ABOUT THIS EXERCISE: Starting at the first line of the listing below, repeat each line exactly until the line containing "Bounding boxes for all text and symbols, the map", which you include. Leave out pictures.

══════════════════════════════

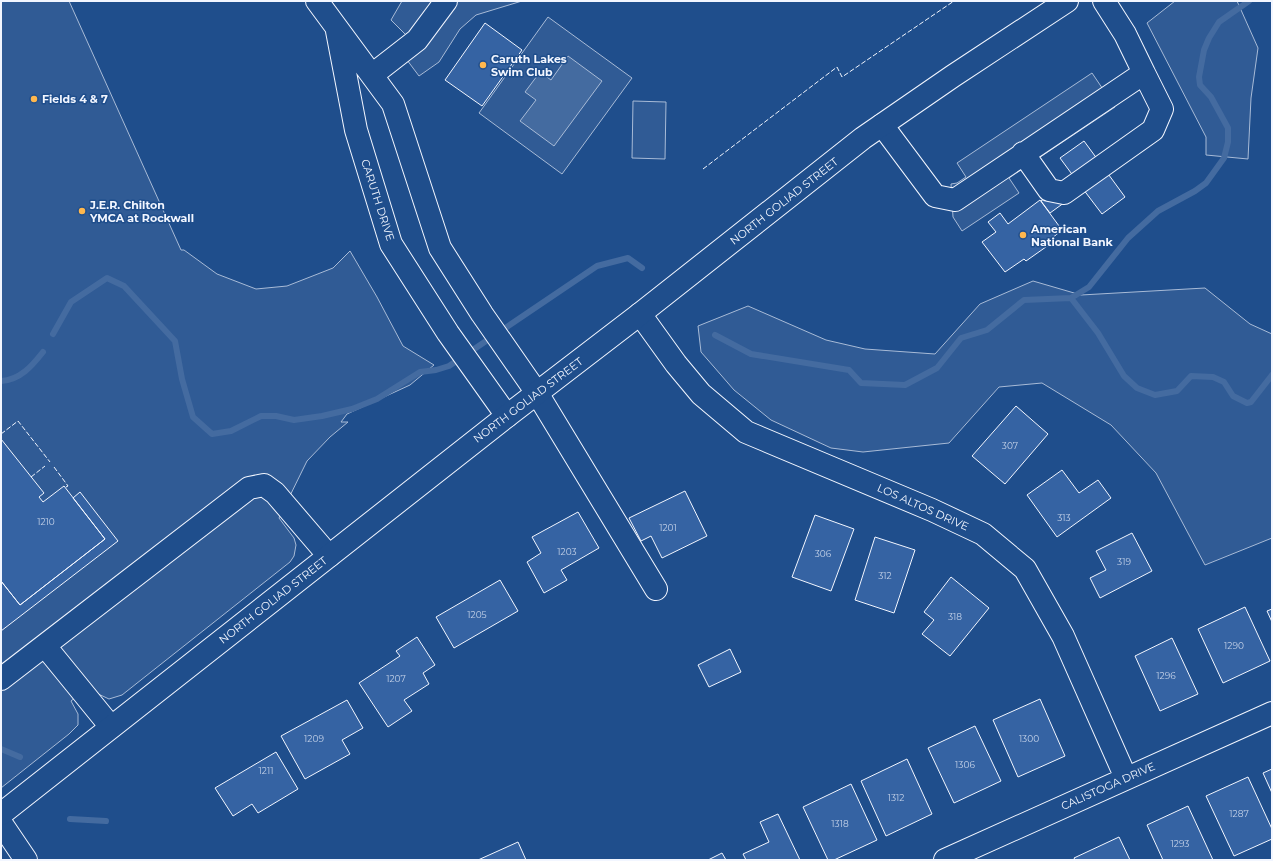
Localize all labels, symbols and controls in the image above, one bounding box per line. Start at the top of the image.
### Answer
place label: Caruth Lakes Swim Club [491,52,567,79]
marker: Caruth Lakes Swim Club [478,60,488,70]
place label: Fields 4 & 7 [42,92,108,106]
marker: Fields 4 & 7 [29,94,39,104]
street label: NORTH GOLIAD STREET [727,154,841,248]
street label: CARUTH DRIVE [358,157,398,243]
place label: J.E.R. Chilton YMCA at Rockwall [89,198,194,225]
marker: J.E.R. Chilton YMCA at Rockwall [77,206,87,216]
place label: American National Bank [1030,222,1114,249]
marker: American National Bank [1018,230,1028,240]
street label: NORTH GOLIAD STREET [470,354,586,446]
house number: 307 [1002,440,1018,451]
street label: LOS ALTOS DRIVE [875,480,971,534]
house number: 313 [1057,512,1071,523]
house number: 1210 [37,516,55,527]
house number: 1201 [659,522,677,533]
house number: 1203 [557,546,577,557]
house number: 306 [815,548,832,559]
street label: NORTH GOLIAD STREET [216,553,330,647]
house number: 319 [1117,556,1131,567]
house number: 312 [878,570,892,581]
house number: 1205 [467,609,487,620]
house number: 318 [948,611,962,622]
house number: 1290 [1224,640,1244,651]
house number: 1296 [1156,670,1176,681]
house number: 1207 [386,673,406,684]
house number: 1209 [304,733,324,744]
house number: 1300 [1019,733,1039,744]
house number: 1306 [955,759,975,770]
street label: CALISTOGA DRIVE [1059,759,1157,813]
house number: 1211 [259,765,273,776]
house number: 1312 [888,792,904,803]
house number: 1287 [1229,808,1249,819]
house number: 1318 [831,818,849,829]
house number: 1293 [1171,838,1189,849]

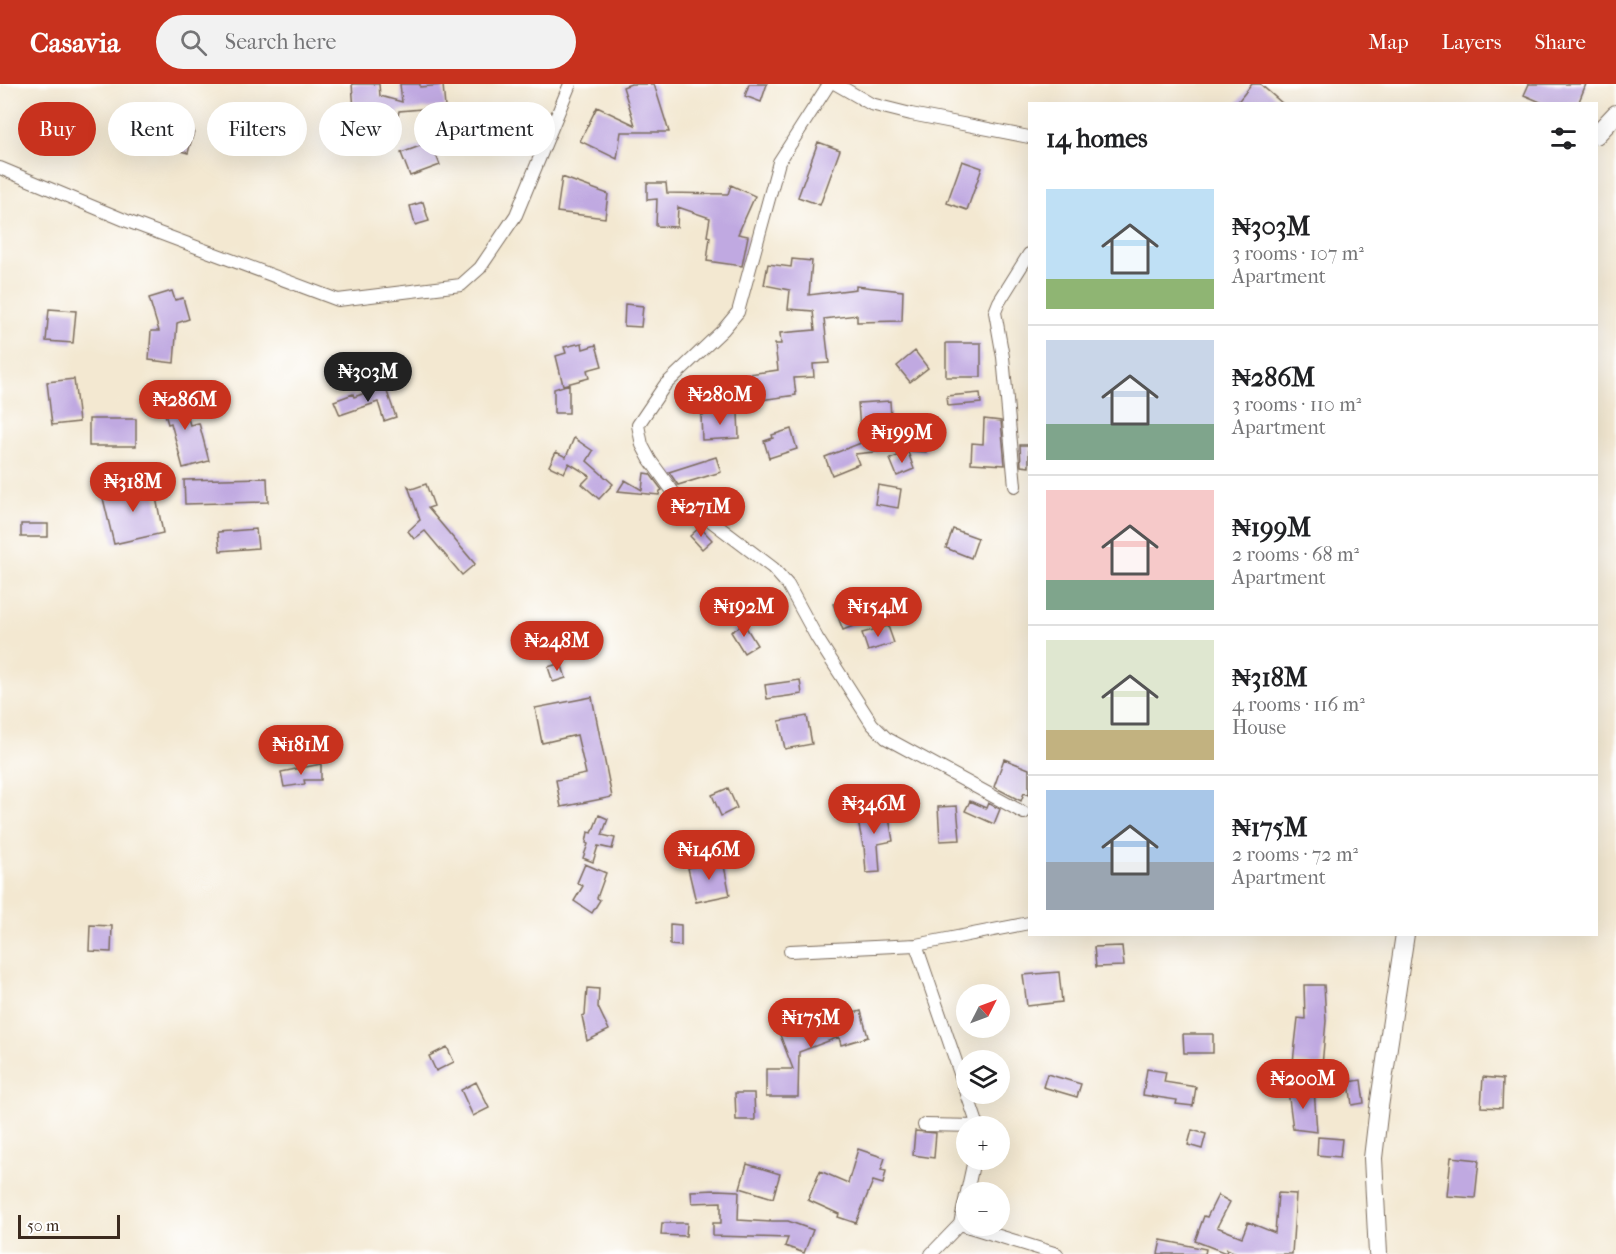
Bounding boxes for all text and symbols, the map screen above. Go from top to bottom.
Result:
search box [156,15,576,69]
text: Casavia [30,26,120,59]
icon: search [177,26,210,59]
text: Search here [225,29,336,55]
text: Map [1368,30,1409,54]
text: Layers [1442,30,1501,54]
text: Share [1534,30,1586,54]
chip: Buy [18,102,96,156]
chip: Rent [108,102,195,156]
chip: Filters [207,102,307,156]
chip: New [319,102,402,156]
chip: Apartment [414,102,555,156]
icon: filters [1547,122,1580,155]
text: 14 homes [1046,123,1148,154]
text: ₦303M [1232,211,1310,242]
icon: home [1094,213,1166,285]
text: 3 rooms · 107 m² [1232,242,1364,265]
text: Apartment [1232,265,1326,288]
pin: ₦303M [326,352,410,403]
text: ₦303M [338,360,398,383]
text: ₦286M [1232,362,1315,393]
icon: home [1094,364,1166,436]
pin: ₦280M [678,375,762,426]
pin: ₦286M [143,380,227,431]
text: ₦280M [688,383,752,406]
text: ₦286M [153,388,217,411]
text: 3 rooms · 110 m² [1232,393,1361,416]
pin: ₦199M [860,413,944,464]
text: Apartment [1232,416,1326,439]
text: ₦199M [872,421,932,444]
pin: ₦318M [91,462,175,513]
text: ₦318M [104,470,162,493]
pin: ₦271M [659,487,743,538]
text: ₦271M [671,495,731,518]
text: ₦199M [1232,512,1311,543]
icon: home [1094,514,1166,586]
text: 2 rooms · 68 m² [1232,543,1359,566]
text: Apartment [1232,566,1326,589]
pin: ₦192M [702,587,786,638]
pin: ₦154M [836,587,920,638]
text: ₦192M [714,595,774,618]
text: ₦154M [848,595,908,618]
pin: ₦248M [515,621,599,672]
text: ₦248M [525,629,589,652]
text: ₦318M [1232,662,1308,693]
icon: home [1094,664,1166,736]
text: 4 rooms · 116 m² [1232,693,1365,716]
text: House [1232,716,1286,739]
pin: ₦181M [259,725,343,776]
text: ₦181M [272,733,330,756]
pin: ₦346M [832,784,916,835]
text: ₦346M [842,792,906,815]
text: ₦175M [1232,812,1308,843]
icon: home [1094,814,1166,886]
pin: ₦146M [667,830,751,881]
text: ₦146M [678,838,740,861]
text: 2 rooms · 72 m² [1232,843,1358,866]
text: Apartment [1232,866,1326,889]
north arrow [956,984,1010,1038]
map controls [956,984,1010,1236]
pin: ₦175M [769,998,853,1049]
text: ₦175M [782,1006,840,1029]
button: layers [956,1050,1010,1104]
pin: ₦200M [1261,1059,1345,1110]
text: ₦200M [1270,1067,1336,1090]
button: + [956,1116,1010,1170]
button: − [956,1182,1010,1236]
scale bar [18,1212,120,1240]
text: 50 m [27,1216,59,1235]

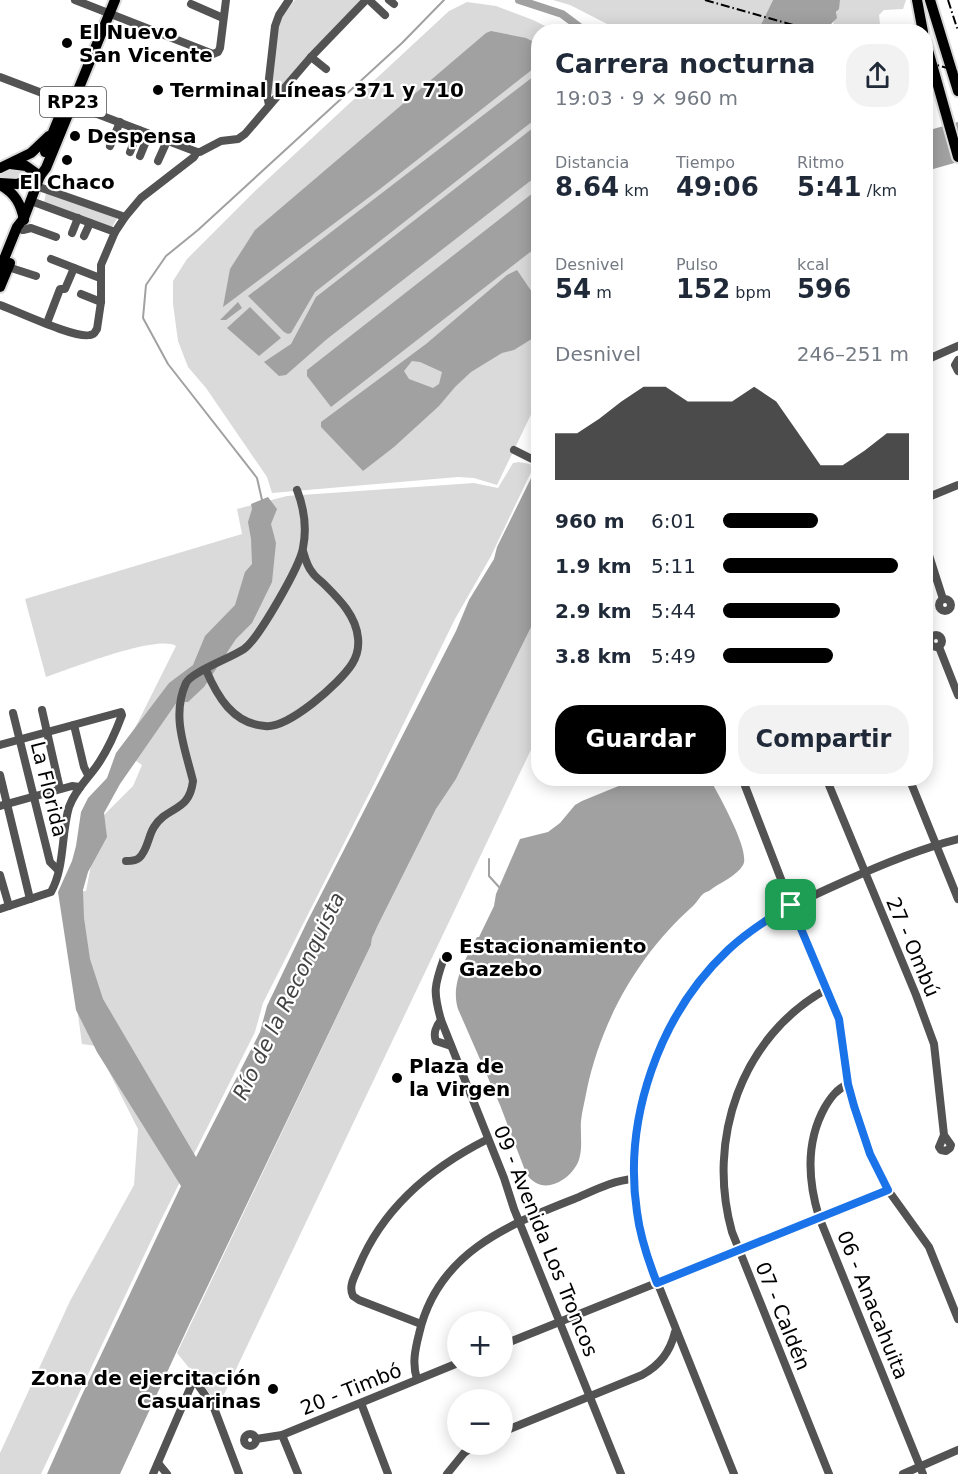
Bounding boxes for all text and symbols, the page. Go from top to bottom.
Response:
place label: El Nuevo San Vicente [79,20,213,67]
marker: El Nuevo San Vicente [60,36,74,50]
button: share [846,44,909,107]
text: Carrera nocturna [555,48,816,79]
place label: Terminal Líneas 371 y 710 [170,78,464,102]
marker: Terminal Líneas 371 y 710 [151,83,165,97]
text: 19:03 · 9 × 960 m [555,86,738,110]
road number: RP23 [40,87,106,117]
place label: Despensa [87,124,197,148]
marker: Despensa [68,129,82,143]
marker: El Chaco [60,153,74,167]
text: Distancia [555,153,629,172]
text: Tiempo [676,153,735,172]
text: Ritmo [797,153,844,172]
place label: El Chaco [19,170,115,194]
text: 8.64 [555,172,619,202]
text: 49:06 [676,172,759,202]
text: 5:41 [797,172,862,202]
text: km [619,181,649,200]
text: /km [862,181,897,200]
text: Desnivel [555,255,624,274]
text: Pulso [676,255,718,274]
text: kcal [797,255,829,274]
text: 54 [555,274,591,304]
text: 152 [676,274,730,304]
text: 596 [797,274,851,304]
text: m [591,283,612,302]
text: bpm [730,283,771,302]
text: Desnivel [555,342,641,366]
text: 246–251 m [797,342,909,366]
text: 960 m [555,509,625,533]
text: 6:01 [651,509,696,533]
text: 1.9 km [555,554,632,578]
text: 5:11 [651,554,696,578]
text: 2.9 km [555,599,632,623]
text: 5:44 [651,599,696,623]
text: 3.8 km [555,644,632,668]
text: 5:49 [651,644,696,668]
button: Guardar [555,705,726,774]
button: Compartir [738,705,909,774]
street label: La Florida [26,739,72,839]
pin [765,879,816,930]
water label: Río de la Reconquista [228,888,350,1104]
icon: arrive [774,888,807,921]
street label: 27 - Ombú [881,894,945,1000]
place label: Estacionamiento Gazebo [459,934,647,981]
marker: Estacionamiento Gazebo [440,950,454,964]
place label: Plaza de la Virgen [409,1054,510,1101]
marker: Plaza de la Virgen [390,1071,404,1085]
street label: 09 - Avenida Los Troncos [489,1122,603,1360]
street label: 06 - Anacahuita [832,1227,914,1383]
street label: 07 - Caldén [750,1258,816,1374]
map controls [447,1311,513,1455]
button: + [447,1311,513,1377]
street label: 20 - Timbó [297,1358,405,1420]
place label: Zona de ejercitación Casuarinas [31,1366,261,1413]
marker: Zona de ejercitación Casuarinas [266,1382,280,1396]
button: − [447,1389,513,1455]

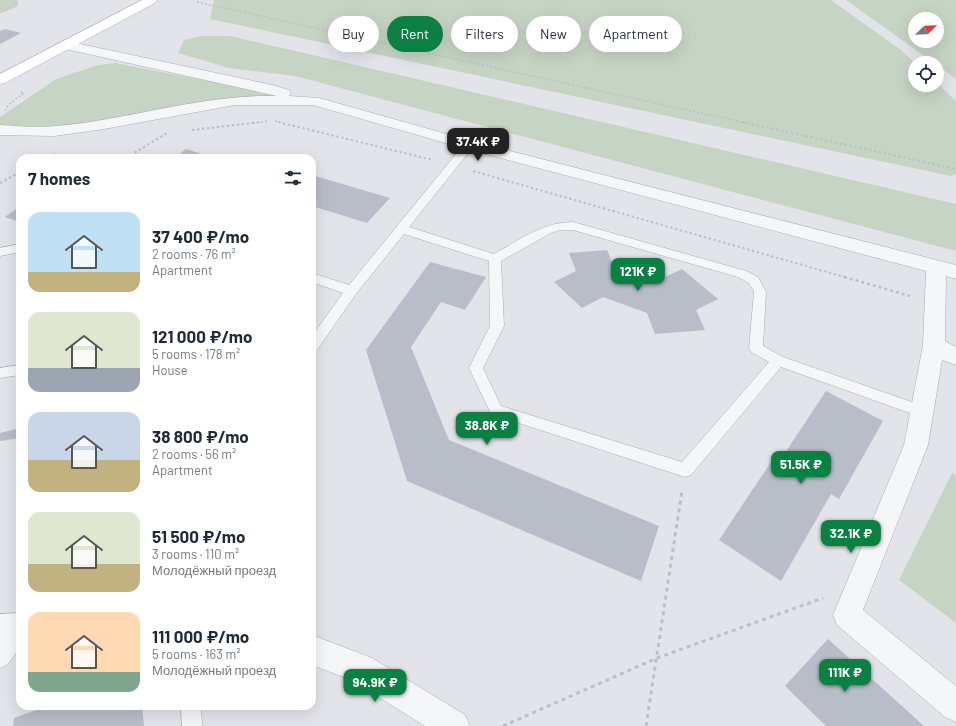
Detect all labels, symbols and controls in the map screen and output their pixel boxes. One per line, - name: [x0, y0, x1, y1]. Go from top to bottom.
- north arrow: [908, 12, 944, 48]
- map controls: [908, 12, 944, 92]
- chip: Buy: [328, 16, 379, 52]
- chip: Rent: [387, 16, 443, 52]
- chip: Filters: [451, 16, 518, 52]
- chip: New: [526, 16, 581, 52]
- chip: Apartment: [589, 16, 682, 52]
- button: locate: [908, 56, 944, 92]
- pin: 37.4K ₽: [441, 128, 515, 162]
- text: 37.4K ₽: [456, 133, 500, 149]
- icon: filters: [282, 167, 304, 189]
- text: 7 homes: [28, 168, 90, 188]
- text: 37 400 ₽/mo: [152, 226, 249, 246]
- icon: home: [60, 228, 108, 276]
- text: 2 rooms · 76 m²: [152, 246, 236, 262]
- pin: 121K ₽: [605, 258, 671, 292]
- text: Apartment: [152, 262, 213, 278]
- text: 121K ₽: [620, 263, 656, 279]
- text: 121 000 ₽/mo: [152, 326, 252, 346]
- icon: home: [60, 328, 108, 376]
- text: 5 rooms · 178 m²: [152, 346, 240, 362]
- text: House: [152, 362, 188, 378]
- pin: 38.8K ₽: [450, 412, 524, 446]
- text: 38.8K ₽: [465, 417, 509, 433]
- text: 38 800 ₽/mo: [152, 426, 249, 446]
- icon: home: [60, 428, 108, 476]
- text: 2 rooms · 56 m²: [152, 446, 236, 462]
- pin: 51.5K ₽: [764, 451, 838, 485]
- text: 51.5K ₽: [780, 456, 822, 472]
- text: Apartment: [152, 462, 213, 478]
- pin: 32.1K ₽: [814, 520, 888, 554]
- text: 32.1K ₽: [830, 525, 872, 541]
- text: 51 500 ₽/mo: [152, 526, 245, 546]
- icon: home: [60, 528, 108, 576]
- text: 3 rooms · 110 m²: [152, 546, 239, 562]
- text: Молодёжный проезд: [152, 562, 276, 578]
- text: 111 000 ₽/mo: [152, 626, 249, 646]
- icon: home: [60, 628, 108, 676]
- text: 5 rooms · 163 m²: [152, 646, 241, 662]
- pin: 111K ₽: [812, 659, 878, 693]
- text: Молодёжный проезд: [152, 662, 276, 678]
- text: 111K ₽: [828, 664, 862, 680]
- pin: 94.9K ₽: [338, 669, 412, 703]
- text: 94.9K ₽: [352, 674, 398, 690]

══════════════════════════════

EXPECTED ANSWER:
Localize all labels, symbols and controls in the image above, one bounding box per line. Start at the top of the image.
### Answer
place label: Caruth Lakes Swim Club [491,52,567,79]
marker: Caruth Lakes Swim Club [478,60,488,70]
place label: Fields 4 & 7 [42,92,108,106]
marker: Fields 4 & 7 [29,94,39,104]
street label: NORTH GOLIAD STREET [727,154,841,248]
street label: CARUTH DRIVE [358,157,398,243]
place label: J.E.R. Chilton YMCA at Rockwall [89,198,194,225]
marker: J.E.R. Chilton YMCA at Rockwall [77,206,87,216]
place label: American National Bank [1030,222,1114,249]
marker: American National Bank [1018,230,1028,240]
street label: NORTH GOLIAD STREET [470,354,586,446]
house number: 307 [1002,440,1018,451]
street label: LOS ALTOS DRIVE [875,480,971,534]
house number: 313 [1057,512,1071,523]
house number: 1210 [37,516,55,527]
house number: 1201 [659,522,677,533]
house number: 1203 [557,546,577,557]
house number: 306 [815,548,832,559]
street label: NORTH GOLIAD STREET [216,553,330,647]
house number: 319 [1117,556,1131,567]
house number: 312 [878,570,892,581]
house number: 1205 [467,609,487,620]
house number: 318 [948,611,962,622]
house number: 1290 [1224,640,1244,651]
house number: 1296 [1156,670,1176,681]
house number: 1207 [386,673,406,684]
house number: 1209 [304,733,324,744]
house number: 1300 [1019,733,1039,744]
house number: 1306 [955,759,975,770]
street label: CALISTOGA DRIVE [1059,759,1157,813]
house number: 1211 [259,765,273,776]
house number: 1312 [888,792,904,803]
house number: 1287 [1229,808,1249,819]
house number: 1318 [831,818,849,829]
house number: 1293 [1171,838,1189,849]

Bounding boxes for all text and symbols, the map screen above. Go from top to bottom.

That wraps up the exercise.